Museu Guggenheim Bilbao


Para ele, este lento movimento pendular foi sacudido pelo advento das mídias digitais. E isso foi sentido, segundo ele, no Museu Guggenheim de Bilbao. O projeto de Frank Gehry parece ter se tornado uma unanimidade, ou quase, entre arquitetos, crítica e público. 

Qual teria sido a diferença? A propagação rápida das consequências econômicas e culturais para a cidade, gerando uma simpatia imediata. Isso foi sendo notado também em outros projetos e profissionais. Houve uma troca mais rápida de informações entre público e projetista (e incorporador, obvio, que arquiteto sozinho nada faz - a menos que seja rico). As décadas que separavam inovações de movimentos de retorno passam a ser aglutinar, gerando projetos mais simpáticos ao usuário. E mais ainda, abriu novas possibilidades de trabalho já que arquitetos poderiam sonhar soluções e não depender apenas de mecenas que as banquem. Mas as podem fazer acontecer via crowndfunding

Novos tempos. Novas possibilidades. 

Voltando à minha pergunta do título. Não, não creio que o fazer uma Arquitetura mais humana seja novidade. O que é novo são as formas de tornar isso possível de maneira mais ampla e acessível à mais pessoas.

Ele cita vários exemplos, muitos deles já mostrados aqui no blog, de obras que seguem esse novo conceito de uma arquitetura mais sinérgica, mais parceria e menos autoral. Muitos deles já foram mostrados aqui no blog como esse pavilhão para ver renas que ilustra o vídeo.
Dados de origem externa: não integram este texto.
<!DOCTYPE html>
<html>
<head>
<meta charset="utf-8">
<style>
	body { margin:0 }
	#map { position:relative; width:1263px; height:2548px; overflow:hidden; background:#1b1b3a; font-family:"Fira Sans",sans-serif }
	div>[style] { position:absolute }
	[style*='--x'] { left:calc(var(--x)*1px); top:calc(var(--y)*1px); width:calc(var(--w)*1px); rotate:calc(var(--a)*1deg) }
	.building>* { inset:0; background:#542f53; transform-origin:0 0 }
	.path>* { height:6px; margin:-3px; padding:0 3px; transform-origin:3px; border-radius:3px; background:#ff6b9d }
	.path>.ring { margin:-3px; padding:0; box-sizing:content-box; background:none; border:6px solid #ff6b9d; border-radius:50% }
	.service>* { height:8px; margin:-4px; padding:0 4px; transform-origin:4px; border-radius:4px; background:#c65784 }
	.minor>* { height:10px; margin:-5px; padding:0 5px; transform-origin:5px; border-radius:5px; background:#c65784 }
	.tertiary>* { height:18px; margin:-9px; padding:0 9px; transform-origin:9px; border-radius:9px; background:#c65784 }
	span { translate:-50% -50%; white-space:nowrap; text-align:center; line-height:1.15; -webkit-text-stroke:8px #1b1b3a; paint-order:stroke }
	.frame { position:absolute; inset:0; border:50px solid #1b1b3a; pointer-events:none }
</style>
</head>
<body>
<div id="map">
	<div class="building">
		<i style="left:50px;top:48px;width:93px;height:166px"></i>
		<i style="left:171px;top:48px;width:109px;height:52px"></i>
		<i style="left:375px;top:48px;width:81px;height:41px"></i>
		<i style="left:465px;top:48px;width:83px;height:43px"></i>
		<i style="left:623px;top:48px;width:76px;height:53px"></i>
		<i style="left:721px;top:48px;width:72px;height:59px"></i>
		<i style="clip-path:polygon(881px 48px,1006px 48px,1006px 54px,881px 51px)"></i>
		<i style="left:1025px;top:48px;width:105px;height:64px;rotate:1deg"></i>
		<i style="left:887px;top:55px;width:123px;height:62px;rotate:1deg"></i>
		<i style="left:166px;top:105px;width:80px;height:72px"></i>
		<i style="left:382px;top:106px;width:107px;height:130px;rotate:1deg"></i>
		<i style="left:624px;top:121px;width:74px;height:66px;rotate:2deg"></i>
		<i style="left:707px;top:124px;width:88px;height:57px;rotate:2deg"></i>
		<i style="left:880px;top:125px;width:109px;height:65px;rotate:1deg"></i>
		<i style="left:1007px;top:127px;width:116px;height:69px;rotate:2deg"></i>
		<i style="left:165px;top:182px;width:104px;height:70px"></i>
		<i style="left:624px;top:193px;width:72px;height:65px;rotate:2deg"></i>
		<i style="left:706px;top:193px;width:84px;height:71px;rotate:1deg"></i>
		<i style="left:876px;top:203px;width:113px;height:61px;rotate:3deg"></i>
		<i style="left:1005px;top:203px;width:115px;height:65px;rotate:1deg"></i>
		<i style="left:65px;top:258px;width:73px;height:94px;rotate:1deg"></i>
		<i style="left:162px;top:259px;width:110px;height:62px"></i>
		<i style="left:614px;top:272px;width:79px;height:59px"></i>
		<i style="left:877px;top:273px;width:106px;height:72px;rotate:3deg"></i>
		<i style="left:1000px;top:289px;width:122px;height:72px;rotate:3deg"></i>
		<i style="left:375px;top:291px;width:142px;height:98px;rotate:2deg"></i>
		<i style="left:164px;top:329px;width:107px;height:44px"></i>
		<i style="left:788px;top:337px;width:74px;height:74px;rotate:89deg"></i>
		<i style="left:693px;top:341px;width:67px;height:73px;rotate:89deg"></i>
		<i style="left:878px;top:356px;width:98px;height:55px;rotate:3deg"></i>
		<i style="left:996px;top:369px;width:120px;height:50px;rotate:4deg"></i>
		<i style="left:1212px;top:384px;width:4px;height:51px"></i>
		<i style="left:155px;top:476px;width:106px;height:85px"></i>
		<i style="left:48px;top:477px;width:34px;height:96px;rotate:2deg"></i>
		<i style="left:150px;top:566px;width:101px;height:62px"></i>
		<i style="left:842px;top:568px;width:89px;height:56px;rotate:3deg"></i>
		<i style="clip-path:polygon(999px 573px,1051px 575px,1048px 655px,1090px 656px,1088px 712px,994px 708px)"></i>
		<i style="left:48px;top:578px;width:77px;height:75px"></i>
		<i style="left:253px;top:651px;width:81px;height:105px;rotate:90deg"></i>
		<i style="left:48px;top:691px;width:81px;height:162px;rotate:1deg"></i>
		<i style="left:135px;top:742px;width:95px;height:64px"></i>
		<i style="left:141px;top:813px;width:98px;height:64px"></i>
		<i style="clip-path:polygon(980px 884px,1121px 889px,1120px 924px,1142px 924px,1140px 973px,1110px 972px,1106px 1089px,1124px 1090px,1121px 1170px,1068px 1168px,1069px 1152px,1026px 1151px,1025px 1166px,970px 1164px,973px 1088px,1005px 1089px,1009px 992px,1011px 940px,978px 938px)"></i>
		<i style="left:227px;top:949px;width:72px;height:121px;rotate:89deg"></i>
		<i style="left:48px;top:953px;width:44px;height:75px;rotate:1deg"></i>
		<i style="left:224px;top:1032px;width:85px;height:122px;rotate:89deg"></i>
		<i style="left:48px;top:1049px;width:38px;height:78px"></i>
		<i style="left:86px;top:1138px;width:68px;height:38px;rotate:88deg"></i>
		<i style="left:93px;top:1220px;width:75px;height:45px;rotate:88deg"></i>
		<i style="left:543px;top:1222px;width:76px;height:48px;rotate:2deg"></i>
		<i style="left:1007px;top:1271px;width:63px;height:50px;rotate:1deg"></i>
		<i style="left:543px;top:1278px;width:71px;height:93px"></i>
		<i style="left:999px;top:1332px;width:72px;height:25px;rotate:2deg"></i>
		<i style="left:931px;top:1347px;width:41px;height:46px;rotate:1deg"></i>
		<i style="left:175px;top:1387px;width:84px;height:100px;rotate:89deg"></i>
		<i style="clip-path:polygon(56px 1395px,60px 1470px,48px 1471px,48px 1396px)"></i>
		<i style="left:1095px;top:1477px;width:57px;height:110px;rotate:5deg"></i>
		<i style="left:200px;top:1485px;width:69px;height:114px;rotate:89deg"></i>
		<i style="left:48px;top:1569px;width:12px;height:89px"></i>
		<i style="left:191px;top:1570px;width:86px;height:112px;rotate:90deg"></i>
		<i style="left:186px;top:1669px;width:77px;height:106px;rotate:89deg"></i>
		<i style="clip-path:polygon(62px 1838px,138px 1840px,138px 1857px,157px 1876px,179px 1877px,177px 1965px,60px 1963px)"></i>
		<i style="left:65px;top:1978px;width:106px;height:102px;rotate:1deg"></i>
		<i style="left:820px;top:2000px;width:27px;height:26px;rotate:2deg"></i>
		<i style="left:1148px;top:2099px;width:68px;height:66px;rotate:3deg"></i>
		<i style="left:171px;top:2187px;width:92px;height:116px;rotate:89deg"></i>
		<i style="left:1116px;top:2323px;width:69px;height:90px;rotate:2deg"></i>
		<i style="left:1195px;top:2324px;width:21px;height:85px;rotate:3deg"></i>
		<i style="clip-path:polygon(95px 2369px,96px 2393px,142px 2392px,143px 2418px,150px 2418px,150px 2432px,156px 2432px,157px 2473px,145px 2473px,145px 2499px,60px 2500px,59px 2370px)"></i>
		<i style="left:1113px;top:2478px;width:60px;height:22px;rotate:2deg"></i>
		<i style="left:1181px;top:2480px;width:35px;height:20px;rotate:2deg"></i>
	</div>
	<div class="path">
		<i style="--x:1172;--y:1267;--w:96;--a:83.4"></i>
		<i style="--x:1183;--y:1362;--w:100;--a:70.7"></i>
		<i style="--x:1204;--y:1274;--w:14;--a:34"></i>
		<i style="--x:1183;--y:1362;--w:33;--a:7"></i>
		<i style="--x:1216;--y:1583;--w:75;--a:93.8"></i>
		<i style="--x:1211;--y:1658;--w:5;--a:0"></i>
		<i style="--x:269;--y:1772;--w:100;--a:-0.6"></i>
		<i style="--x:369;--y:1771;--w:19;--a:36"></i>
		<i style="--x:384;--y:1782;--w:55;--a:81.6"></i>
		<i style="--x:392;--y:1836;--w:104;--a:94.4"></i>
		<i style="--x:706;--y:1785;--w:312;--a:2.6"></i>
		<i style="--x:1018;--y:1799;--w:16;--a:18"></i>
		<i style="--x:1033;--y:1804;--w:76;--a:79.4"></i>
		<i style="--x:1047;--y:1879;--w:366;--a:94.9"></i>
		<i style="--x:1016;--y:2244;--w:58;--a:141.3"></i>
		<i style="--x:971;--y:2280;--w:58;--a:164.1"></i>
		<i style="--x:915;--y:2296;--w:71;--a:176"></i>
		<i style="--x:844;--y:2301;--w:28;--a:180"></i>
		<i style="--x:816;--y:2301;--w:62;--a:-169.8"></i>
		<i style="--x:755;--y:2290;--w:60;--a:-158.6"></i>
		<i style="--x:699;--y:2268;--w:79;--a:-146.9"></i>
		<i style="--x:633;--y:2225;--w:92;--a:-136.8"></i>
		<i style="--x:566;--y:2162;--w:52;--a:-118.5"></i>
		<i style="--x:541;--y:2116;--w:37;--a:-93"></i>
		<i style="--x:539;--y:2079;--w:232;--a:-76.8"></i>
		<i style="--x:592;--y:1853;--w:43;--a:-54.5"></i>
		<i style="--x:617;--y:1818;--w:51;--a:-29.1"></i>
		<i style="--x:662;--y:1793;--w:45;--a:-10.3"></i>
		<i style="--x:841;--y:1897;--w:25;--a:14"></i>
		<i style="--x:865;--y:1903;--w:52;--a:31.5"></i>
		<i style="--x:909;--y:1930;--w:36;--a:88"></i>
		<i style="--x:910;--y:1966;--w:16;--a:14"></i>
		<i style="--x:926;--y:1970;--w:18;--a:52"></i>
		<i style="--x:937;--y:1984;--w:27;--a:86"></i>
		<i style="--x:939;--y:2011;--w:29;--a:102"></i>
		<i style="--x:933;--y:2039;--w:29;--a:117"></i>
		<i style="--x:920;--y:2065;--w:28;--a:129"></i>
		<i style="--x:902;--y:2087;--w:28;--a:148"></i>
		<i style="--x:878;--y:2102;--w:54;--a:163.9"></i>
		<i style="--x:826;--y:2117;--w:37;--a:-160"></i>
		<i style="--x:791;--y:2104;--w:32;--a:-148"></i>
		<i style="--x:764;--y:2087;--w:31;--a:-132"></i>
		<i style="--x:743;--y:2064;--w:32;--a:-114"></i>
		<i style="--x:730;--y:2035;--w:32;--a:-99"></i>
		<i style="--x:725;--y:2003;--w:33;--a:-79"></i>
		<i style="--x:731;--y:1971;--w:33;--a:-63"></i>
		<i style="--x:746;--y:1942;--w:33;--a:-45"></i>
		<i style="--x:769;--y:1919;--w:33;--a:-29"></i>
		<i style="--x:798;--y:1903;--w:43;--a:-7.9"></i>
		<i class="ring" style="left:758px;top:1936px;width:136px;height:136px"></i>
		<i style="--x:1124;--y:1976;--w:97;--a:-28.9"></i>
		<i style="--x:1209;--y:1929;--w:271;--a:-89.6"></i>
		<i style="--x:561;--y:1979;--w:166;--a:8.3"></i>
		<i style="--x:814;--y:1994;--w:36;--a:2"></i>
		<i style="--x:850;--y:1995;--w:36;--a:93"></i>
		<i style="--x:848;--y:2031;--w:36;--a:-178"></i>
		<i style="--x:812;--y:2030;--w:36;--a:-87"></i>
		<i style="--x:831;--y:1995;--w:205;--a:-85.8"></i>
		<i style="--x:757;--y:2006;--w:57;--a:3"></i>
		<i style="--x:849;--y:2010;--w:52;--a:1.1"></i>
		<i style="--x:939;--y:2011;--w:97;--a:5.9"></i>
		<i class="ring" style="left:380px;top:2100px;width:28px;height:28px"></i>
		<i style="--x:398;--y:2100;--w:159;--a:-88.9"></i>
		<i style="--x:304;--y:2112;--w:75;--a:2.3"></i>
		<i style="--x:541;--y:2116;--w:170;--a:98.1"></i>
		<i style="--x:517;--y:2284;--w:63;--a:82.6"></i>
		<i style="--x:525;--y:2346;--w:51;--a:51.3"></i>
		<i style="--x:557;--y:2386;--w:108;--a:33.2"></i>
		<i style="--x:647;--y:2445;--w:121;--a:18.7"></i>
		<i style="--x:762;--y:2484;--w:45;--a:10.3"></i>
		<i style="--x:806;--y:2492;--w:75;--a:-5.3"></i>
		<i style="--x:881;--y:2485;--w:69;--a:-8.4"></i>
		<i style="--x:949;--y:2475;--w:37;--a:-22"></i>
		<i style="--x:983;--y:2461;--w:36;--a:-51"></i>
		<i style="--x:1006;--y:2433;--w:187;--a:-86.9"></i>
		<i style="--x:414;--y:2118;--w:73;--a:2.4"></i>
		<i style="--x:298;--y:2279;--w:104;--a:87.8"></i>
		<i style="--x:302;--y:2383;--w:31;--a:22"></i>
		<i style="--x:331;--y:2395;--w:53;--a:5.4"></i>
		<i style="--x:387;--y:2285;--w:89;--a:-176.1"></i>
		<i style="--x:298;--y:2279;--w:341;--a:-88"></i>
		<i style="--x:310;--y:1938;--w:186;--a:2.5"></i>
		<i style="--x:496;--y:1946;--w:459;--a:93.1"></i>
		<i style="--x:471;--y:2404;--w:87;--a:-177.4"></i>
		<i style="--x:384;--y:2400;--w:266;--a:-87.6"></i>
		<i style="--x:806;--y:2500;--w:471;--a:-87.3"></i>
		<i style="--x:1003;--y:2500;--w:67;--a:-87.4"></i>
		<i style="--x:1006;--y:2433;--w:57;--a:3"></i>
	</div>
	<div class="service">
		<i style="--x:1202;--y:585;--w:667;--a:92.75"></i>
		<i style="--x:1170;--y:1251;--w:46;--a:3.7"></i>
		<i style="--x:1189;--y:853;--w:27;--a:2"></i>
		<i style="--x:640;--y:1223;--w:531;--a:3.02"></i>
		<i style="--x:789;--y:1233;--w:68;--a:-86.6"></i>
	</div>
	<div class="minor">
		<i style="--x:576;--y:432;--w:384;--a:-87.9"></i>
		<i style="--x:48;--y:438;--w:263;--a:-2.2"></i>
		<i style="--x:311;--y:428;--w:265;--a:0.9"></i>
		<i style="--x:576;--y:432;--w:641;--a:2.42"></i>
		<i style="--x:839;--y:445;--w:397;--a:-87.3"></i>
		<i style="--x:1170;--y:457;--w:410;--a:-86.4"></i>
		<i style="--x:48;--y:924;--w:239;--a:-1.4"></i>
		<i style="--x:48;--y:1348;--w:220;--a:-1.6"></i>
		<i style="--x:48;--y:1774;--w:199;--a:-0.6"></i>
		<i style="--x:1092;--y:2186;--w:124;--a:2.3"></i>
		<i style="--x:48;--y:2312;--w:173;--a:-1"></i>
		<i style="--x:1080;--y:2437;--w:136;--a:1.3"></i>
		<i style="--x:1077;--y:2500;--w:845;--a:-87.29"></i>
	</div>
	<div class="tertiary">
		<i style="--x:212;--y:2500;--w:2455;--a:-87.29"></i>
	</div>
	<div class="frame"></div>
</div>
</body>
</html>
Hoje podemos interagir com as obras de arquitetura como não se fazia no passado. Podemos visitá-las inclusive de nossas casas, por meios digitais. Tiramos selfies e contamos nossas histórias através delas. Podemos conhecê-las antes mesmo de serem realidade, por meio de maquetes digitais hiper realistas. O conhecimento está mais do que nunca em mãos do público. Esse conhecimento sim, interage com o projetista e democratiza as decisões. Oxalá saibamos aproveitá-los para tecer uma Arquitetura humana, sustentável e bela.